Schon da fiel negativ auf, dass er sich aus der Flut des Beweismaterials, das sich in den vier Jahren Prozessdauer angestaut hat, nur jene wenigen Zeugenaussagen herauspickte, die der Anklage widersprachen. Aussagen von Zeugen, die die Hauptangeklagte, der unter anderem Mittäterschaft bei zehn Morden, zahlreichen Raubüberfällen und Totschlagversuchen vorgeworfen wird, dominant, selbstbewusst und eigenständig erlebt hatten, ignorierte er oder tat sie einfach ab. Sie passten nicht in sein Konzept.
Behauptungen, die offenbar seiner Fantasie entsprangen
Stattdessen zeichnete er Zschäpe als eine hilflose Person, die unter einer schweren dependenten Persönlichkeitsstörung gelitten habe (oder noch leide?). In der Befragung durch den Senat und vor allem durch die Vertreter des Generalbundesanwalts zeigte sich Bauers Inkompetenz auf einem Gebiet, für das er nicht ausgewiesen ist, in vollem Umfang. Viele Fragen, die er als Gutachter an Zschäpe hätte stellen müssen, hat er nicht gestellt.
Er verstieg sich zu Behauptungen, die offenbar allein seiner Fantasie entsprungen waren. Etwa, dass Zschäpe ihren Gefährten „sicher“ ins Ausland gefolgt wäre, wenn diese so etwas gewollt hätten. Danach gefragt habe er Zschäpe jedoch nicht, gab er zu. In den vier Jahren Hauptverhandlung hingegen kam heraus, dass sich die Angeklagte vehement geweigert hatte, auf der Flucht vor der Polizei ins Ausland zu gehen – und Böhnhardt und Mundlos ihre bereits konkreten Pläne auf Zschäpes Wunsch hin aufgegeben hatten.
Hat Bauer sich mit dem Verhalten der Angeklagten in der Hauptverhandlung auseinandergesetzt, als diese energisch auf die Entlassung ihrer ersten drei Verteidiger drang und neue Anwälte begehrte in einer Weise, die so gar nicht zum Bild einer abhängigen, unsicheren Person passen? Nein, hat er nicht. Kennt er die Mindeststandards, die für die psychiatrische Begutachtung im Strafprozess gelten? Nach seinen Worten eher nicht.
Es gibt eine lange Liste von Punkten, bei denen Bauer zu Schlussfolgerungen kam, die durch die Beweisaufnahme nicht gedeckt sind. Deren Ergebnisse kennt er nicht oder er ignoriert sie. Stattdessen gab er bereitwillig Auskunft über seine eigenen Gefühle während der „Exploration“.

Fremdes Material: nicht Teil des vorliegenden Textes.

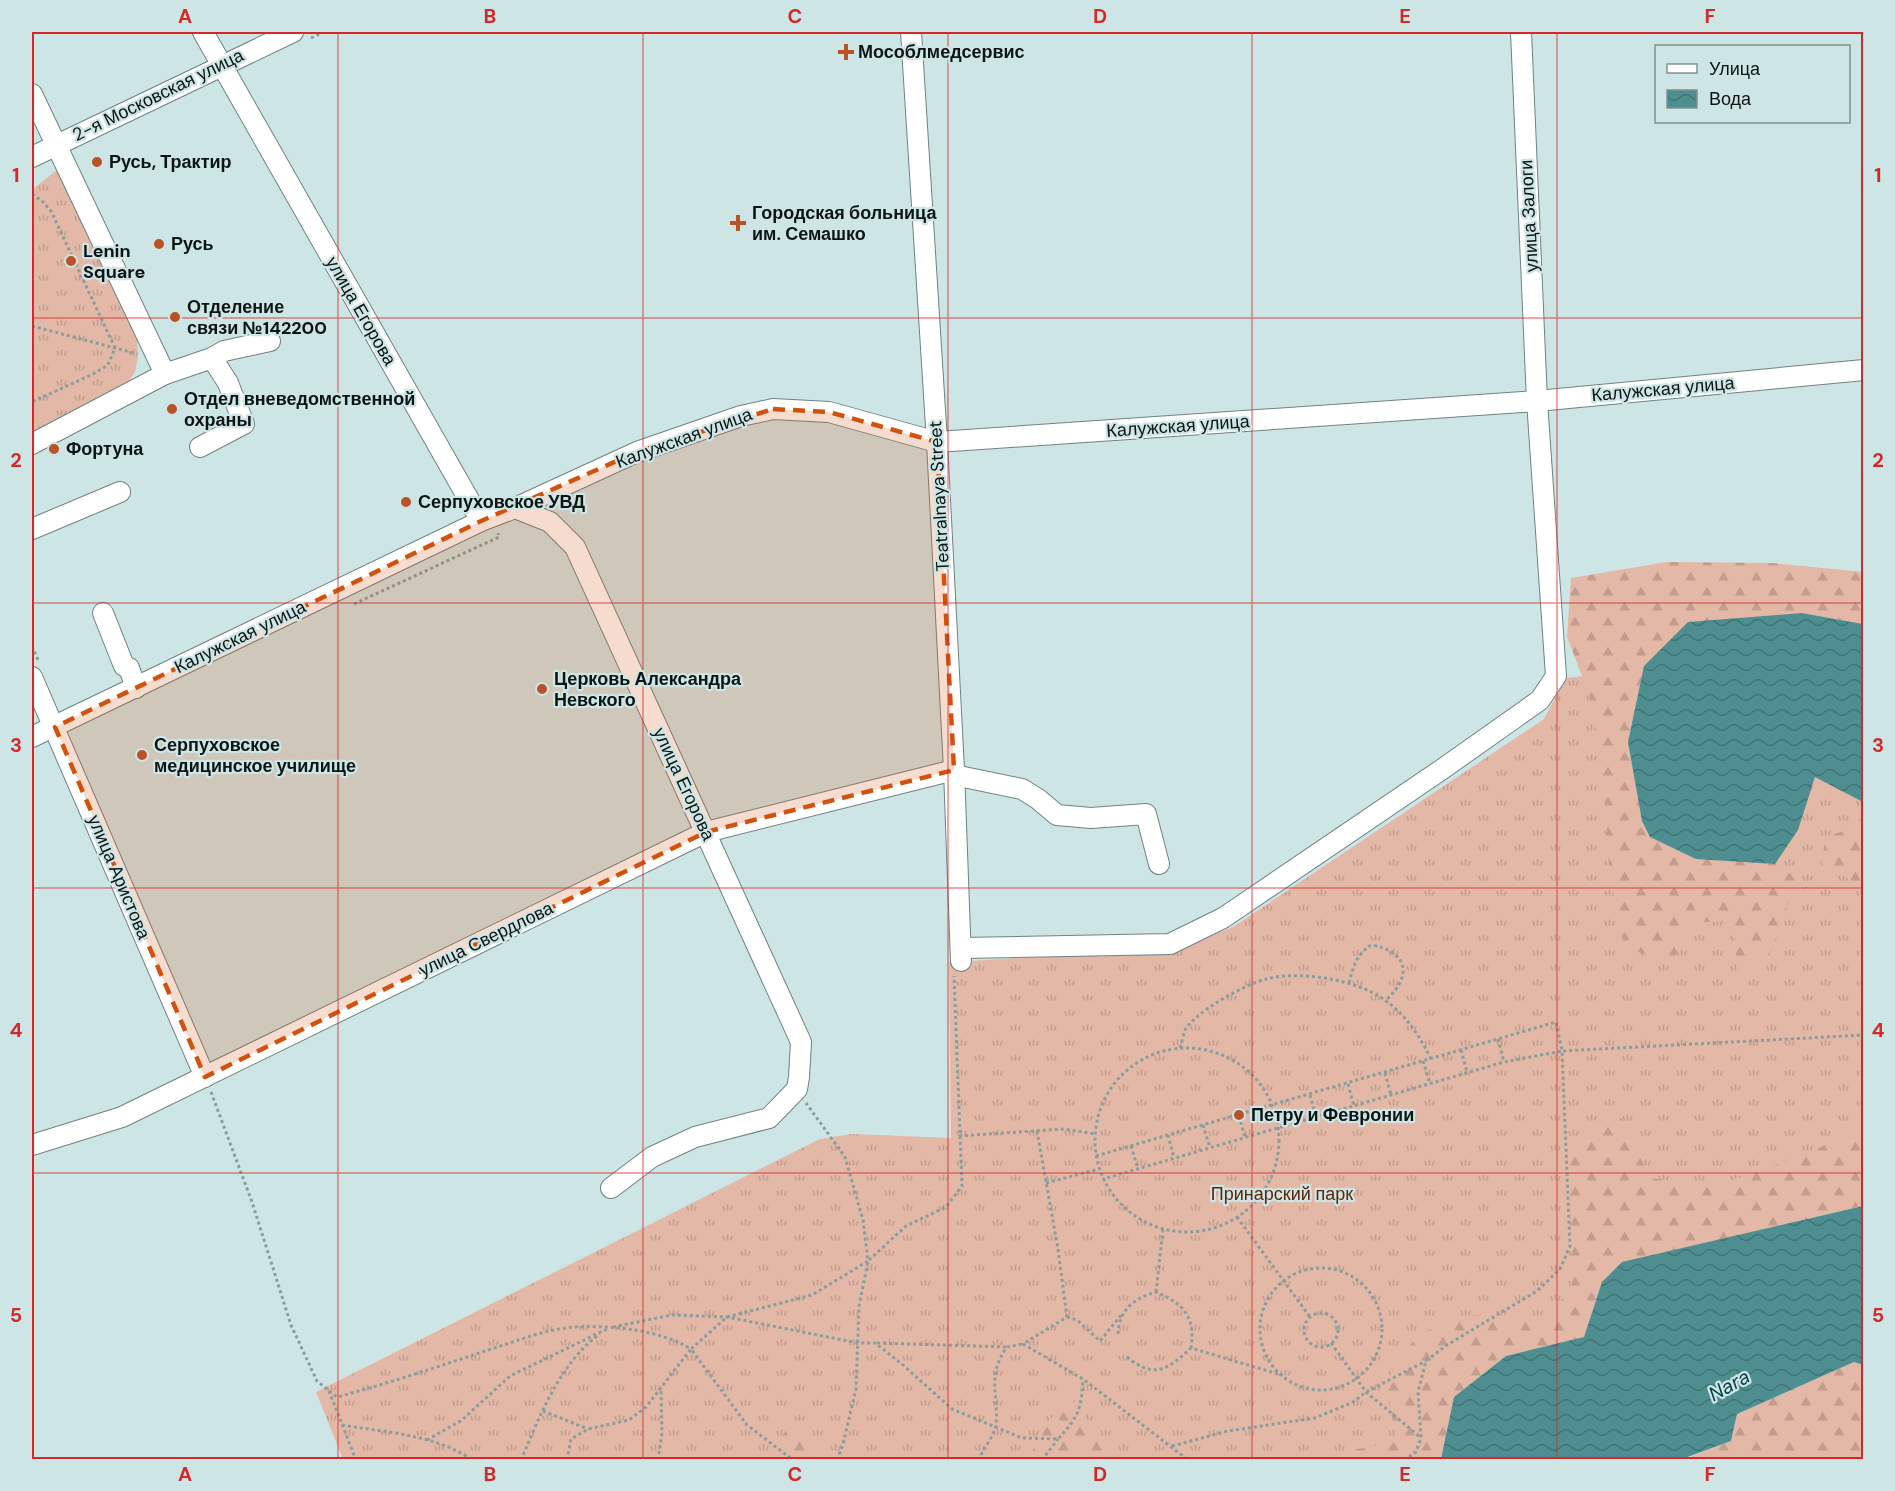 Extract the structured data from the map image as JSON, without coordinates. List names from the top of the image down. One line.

Gewiss, Zschäpe durchlebte als ungewolltes, ungeliebtes und herumgeschobenes Kind eine unerfreuliche Kindheit und Jugend. Sie geriet in falsche Kreise, klammerte sich an die falschen Männer. Es mag auch sein, dass ihrer Persönlichkeit dependente Züge innewohnen. Ob diese aber von solchem Gewicht sind, dass sie zu einer verminderten Schuldfähigkeit führen, ist mehr als fraglich.

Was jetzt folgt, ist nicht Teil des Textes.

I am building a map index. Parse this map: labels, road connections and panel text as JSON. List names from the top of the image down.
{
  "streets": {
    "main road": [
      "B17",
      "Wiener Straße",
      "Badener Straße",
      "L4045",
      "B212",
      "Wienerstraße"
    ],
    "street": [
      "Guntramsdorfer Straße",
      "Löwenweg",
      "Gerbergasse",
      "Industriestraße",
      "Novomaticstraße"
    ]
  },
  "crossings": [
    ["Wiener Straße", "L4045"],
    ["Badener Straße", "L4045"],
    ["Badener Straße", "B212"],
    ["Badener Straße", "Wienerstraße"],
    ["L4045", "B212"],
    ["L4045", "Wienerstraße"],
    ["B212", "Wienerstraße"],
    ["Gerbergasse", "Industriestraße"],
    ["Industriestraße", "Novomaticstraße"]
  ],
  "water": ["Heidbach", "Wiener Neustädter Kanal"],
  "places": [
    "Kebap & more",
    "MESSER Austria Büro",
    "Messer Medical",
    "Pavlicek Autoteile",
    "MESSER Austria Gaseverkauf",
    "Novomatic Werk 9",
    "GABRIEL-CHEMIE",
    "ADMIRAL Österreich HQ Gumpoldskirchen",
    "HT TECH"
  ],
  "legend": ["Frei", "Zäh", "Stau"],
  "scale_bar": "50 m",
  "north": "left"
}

Angesichts des in den Medien geäußerten Kopfschüttelns über seinen Auftritt versucht sich Bauer nun an einer öffentlichen Rechtfertigung. In einer Mail an die WELT – an die er sein Gutachten über Zschäpe anhing – schrieb er am 22. Mai:
„Da ich das Gutachten am 3. Mai in öffentlicher Sitzung vor dem Senat vorgetragen habe, darf ich es Ihnen attachieren, es ist ein Stück Literatur darüber wie man in den neuen Bundesländern nach der Wiedervereinigung Rechtsextremisten heranwachsen ließ (wenn es Sie nicht interessiert: einfach löschen).
Das Stereotyp, dass Frau Zschäpe das nackte Böse in einem weiblichem Körper ist, darf nicht beschädigt werden. Eine Hexenverbrennung soll ja schließlich Spaß machen. Daher wird jeder, das Stereotyp in Frage stellt, von Süddeutscher Zeitung und Spiegel angegriffen und weggeschossen.“
Eine „Hexenverbrennung“ vor einem deutschen Gericht? Vor dem Senat, den ein penibler Richter wie Manfred Götzl leitet? Die Auftraggeber Grasel und Borchert haben ihrer Mandantin und sich selbst mit einem Gutachter wie Bauer jedenfalls keinen Dienst erwiesen. Und dieser sich auch nicht.